RECORDS FOR PROCESSING:
---
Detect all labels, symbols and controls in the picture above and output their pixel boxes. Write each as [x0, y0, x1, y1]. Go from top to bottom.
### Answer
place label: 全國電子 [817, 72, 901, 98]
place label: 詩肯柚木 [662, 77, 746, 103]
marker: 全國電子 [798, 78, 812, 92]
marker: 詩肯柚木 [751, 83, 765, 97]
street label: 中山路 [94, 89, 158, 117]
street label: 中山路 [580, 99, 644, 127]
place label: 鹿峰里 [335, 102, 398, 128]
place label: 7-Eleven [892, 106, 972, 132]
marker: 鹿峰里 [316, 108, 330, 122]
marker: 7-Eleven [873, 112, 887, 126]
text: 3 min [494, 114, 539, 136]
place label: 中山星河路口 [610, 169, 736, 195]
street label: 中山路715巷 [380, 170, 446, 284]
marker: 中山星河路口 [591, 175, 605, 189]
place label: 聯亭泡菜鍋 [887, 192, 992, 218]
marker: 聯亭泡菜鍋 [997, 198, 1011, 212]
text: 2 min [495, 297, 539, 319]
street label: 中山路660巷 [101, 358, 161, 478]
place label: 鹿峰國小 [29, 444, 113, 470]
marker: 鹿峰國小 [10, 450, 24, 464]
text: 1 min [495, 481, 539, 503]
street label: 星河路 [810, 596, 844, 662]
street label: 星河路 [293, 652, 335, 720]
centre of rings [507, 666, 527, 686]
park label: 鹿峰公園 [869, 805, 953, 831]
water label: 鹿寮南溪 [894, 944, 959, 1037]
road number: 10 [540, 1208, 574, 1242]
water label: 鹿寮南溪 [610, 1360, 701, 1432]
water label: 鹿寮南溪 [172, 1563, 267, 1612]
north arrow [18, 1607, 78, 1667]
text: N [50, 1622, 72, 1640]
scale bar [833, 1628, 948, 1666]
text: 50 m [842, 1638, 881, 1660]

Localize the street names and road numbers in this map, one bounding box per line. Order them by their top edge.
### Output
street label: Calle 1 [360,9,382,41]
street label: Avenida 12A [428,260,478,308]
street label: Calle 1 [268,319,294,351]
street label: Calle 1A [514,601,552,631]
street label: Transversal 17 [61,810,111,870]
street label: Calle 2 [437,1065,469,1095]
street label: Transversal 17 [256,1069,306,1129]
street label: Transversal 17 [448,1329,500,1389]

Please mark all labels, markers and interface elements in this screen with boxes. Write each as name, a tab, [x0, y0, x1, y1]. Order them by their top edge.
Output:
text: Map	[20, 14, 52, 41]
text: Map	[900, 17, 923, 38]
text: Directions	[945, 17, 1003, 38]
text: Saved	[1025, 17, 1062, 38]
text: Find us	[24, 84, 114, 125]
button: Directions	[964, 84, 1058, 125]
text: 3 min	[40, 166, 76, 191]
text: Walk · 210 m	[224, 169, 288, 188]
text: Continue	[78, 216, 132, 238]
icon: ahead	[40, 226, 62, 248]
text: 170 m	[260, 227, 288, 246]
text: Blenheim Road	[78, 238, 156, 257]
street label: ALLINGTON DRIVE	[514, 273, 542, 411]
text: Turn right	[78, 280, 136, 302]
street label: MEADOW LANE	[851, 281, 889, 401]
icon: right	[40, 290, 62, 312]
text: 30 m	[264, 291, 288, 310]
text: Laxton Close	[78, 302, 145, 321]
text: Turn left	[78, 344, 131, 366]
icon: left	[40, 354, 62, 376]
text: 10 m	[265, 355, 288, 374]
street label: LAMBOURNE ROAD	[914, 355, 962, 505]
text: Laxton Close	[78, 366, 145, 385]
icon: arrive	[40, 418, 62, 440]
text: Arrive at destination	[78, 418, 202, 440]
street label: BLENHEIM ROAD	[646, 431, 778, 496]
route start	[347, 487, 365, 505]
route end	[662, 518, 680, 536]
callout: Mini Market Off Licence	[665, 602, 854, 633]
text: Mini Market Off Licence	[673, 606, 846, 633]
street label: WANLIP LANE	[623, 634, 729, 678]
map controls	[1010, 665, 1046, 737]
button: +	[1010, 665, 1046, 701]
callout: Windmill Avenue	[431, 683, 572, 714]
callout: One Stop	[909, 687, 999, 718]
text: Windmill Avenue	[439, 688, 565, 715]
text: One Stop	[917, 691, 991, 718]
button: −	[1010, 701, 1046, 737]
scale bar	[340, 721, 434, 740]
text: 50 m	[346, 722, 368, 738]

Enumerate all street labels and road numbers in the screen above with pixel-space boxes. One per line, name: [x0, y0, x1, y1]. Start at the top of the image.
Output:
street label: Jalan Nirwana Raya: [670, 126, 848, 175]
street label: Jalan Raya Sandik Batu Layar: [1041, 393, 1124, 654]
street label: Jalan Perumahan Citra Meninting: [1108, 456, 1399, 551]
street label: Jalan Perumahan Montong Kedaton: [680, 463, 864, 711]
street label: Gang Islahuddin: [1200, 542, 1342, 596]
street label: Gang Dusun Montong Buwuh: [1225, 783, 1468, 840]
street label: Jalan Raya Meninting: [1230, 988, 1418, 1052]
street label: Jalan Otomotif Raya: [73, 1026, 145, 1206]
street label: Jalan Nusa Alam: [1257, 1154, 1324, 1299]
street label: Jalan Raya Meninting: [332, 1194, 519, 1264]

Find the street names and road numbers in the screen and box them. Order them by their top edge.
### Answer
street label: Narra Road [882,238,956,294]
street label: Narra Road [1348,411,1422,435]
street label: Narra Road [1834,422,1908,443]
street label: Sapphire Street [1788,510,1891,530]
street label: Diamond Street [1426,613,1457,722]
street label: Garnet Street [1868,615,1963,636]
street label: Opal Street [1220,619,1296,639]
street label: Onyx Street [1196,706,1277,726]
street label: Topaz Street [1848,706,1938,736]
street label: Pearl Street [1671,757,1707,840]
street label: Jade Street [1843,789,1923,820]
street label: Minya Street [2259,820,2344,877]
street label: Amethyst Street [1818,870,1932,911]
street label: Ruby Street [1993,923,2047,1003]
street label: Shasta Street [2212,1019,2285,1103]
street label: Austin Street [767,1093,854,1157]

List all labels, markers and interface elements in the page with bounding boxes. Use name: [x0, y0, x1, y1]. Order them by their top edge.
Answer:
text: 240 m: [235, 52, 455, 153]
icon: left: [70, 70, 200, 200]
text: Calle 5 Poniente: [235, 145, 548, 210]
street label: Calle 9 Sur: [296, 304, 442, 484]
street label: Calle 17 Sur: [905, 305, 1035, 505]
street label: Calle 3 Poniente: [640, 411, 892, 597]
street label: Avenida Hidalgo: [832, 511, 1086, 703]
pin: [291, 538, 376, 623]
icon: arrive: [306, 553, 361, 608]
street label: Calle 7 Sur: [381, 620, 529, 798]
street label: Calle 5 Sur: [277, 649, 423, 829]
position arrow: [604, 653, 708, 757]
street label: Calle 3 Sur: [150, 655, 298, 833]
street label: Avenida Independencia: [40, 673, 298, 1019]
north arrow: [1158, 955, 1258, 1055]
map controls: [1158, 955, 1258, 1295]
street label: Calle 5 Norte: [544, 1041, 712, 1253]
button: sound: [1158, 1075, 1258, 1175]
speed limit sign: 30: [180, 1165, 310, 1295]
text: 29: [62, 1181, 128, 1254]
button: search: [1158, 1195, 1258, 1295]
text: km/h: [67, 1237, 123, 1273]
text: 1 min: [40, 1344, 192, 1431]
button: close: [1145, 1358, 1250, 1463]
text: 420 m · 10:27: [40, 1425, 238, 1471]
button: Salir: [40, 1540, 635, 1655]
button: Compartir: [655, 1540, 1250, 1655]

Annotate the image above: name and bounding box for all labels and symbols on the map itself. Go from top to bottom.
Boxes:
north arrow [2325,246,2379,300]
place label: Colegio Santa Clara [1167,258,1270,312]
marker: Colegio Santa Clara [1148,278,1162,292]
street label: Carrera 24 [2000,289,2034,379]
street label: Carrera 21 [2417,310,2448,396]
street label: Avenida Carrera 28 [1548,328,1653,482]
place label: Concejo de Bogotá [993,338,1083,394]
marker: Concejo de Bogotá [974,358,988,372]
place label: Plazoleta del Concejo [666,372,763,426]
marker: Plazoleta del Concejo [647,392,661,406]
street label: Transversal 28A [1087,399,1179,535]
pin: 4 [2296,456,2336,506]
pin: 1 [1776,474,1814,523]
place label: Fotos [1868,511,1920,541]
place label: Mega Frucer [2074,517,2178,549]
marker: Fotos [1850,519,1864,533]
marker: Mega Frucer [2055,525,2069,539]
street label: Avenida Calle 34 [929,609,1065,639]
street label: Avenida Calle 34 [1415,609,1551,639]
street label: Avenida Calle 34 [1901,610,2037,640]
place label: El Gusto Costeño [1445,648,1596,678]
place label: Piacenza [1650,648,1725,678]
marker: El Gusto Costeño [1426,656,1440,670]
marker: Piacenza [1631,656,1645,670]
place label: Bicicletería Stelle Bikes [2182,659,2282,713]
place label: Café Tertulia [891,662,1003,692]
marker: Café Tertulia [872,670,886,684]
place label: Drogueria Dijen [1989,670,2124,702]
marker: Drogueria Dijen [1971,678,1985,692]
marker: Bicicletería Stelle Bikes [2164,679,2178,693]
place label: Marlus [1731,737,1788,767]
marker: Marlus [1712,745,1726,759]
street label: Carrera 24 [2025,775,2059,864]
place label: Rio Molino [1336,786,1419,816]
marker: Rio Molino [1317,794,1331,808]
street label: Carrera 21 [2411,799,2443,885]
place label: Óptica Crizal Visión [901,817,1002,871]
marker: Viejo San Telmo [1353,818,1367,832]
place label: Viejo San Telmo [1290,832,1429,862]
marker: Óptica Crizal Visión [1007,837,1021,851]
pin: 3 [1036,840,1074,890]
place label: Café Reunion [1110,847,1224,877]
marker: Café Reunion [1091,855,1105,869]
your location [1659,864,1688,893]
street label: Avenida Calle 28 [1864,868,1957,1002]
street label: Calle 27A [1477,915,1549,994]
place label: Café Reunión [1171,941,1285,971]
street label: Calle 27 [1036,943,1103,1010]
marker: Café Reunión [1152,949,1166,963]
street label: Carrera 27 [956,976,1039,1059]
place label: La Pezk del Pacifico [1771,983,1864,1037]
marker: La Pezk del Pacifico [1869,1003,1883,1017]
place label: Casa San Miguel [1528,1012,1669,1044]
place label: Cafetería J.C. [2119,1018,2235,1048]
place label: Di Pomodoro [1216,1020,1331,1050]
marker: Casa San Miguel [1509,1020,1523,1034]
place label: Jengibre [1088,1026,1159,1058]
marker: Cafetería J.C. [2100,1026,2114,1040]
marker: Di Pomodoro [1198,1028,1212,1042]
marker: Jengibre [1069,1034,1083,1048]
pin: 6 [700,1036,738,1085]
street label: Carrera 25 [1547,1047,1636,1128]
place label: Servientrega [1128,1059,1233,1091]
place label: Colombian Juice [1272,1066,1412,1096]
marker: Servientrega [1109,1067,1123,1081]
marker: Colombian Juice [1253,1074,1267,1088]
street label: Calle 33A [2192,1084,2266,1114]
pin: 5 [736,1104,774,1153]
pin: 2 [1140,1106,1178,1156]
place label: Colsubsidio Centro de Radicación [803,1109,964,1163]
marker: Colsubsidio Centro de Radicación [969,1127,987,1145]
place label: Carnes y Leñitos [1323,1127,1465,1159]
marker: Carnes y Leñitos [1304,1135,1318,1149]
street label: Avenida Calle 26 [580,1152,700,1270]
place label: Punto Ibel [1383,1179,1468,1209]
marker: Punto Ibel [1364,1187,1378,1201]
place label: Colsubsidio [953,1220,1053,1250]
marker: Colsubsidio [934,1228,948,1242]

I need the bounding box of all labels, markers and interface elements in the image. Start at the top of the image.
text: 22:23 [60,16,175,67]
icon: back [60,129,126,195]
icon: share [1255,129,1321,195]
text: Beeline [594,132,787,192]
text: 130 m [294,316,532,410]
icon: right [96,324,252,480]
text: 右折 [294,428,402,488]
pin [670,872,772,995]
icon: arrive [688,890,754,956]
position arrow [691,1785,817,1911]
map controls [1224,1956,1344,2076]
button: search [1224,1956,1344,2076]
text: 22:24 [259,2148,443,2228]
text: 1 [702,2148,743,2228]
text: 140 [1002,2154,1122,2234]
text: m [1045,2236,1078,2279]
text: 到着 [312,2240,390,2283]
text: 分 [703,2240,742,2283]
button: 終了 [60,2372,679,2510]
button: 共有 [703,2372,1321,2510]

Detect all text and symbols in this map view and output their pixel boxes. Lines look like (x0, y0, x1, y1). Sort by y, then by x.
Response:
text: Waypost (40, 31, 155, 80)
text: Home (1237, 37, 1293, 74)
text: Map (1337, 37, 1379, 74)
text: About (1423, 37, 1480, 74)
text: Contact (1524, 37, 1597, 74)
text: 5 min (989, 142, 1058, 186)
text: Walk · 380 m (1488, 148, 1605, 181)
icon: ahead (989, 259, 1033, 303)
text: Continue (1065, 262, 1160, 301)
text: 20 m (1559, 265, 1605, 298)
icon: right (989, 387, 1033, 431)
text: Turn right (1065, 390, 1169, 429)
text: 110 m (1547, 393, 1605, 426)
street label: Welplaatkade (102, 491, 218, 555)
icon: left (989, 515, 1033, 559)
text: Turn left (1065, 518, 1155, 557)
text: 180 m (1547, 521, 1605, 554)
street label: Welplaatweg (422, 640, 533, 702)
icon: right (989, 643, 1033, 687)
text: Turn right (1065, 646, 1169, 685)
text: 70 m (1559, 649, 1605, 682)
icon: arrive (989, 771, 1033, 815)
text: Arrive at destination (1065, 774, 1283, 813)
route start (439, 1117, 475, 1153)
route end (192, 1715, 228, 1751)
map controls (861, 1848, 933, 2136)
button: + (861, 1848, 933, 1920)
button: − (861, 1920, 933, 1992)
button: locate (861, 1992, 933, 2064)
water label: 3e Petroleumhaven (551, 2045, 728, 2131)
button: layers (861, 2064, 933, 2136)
---
Return, word for word, the lines of the data above from the line with "I need the bounding" through the line with "Detect all text", inclusive.

ANSWER BELOW:
I need the bounding box of all labels, markers and interface elements in the image. Start at the top of the image.
text: 22:23 [60,16,175,67]
icon: back [60,129,126,195]
icon: share [1255,129,1321,195]
text: Beeline [594,132,787,192]
text: 130 m [294,316,532,410]
icon: right [96,324,252,480]
text: 右折 [294,428,402,488]
pin [670,872,772,995]
icon: arrive [688,890,754,956]
position arrow [691,1785,817,1911]
map controls [1224,1956,1344,2076]
button: search [1224,1956,1344,2076]
text: 22:24 [259,2148,443,2228]
text: 1 [702,2148,743,2228]
text: 140 [1002,2154,1122,2234]
text: m [1045,2236,1078,2279]
text: 到着 [312,2240,390,2283]
text: 分 [703,2240,742,2283]
button: 終了 [60,2372,679,2510]
button: 共有 [703,2372,1321,2510]

Detect all text and symbols in this map view and output their pixel boxes. Lines look like (x0, y0, x1, y1). Sort by y, then by x.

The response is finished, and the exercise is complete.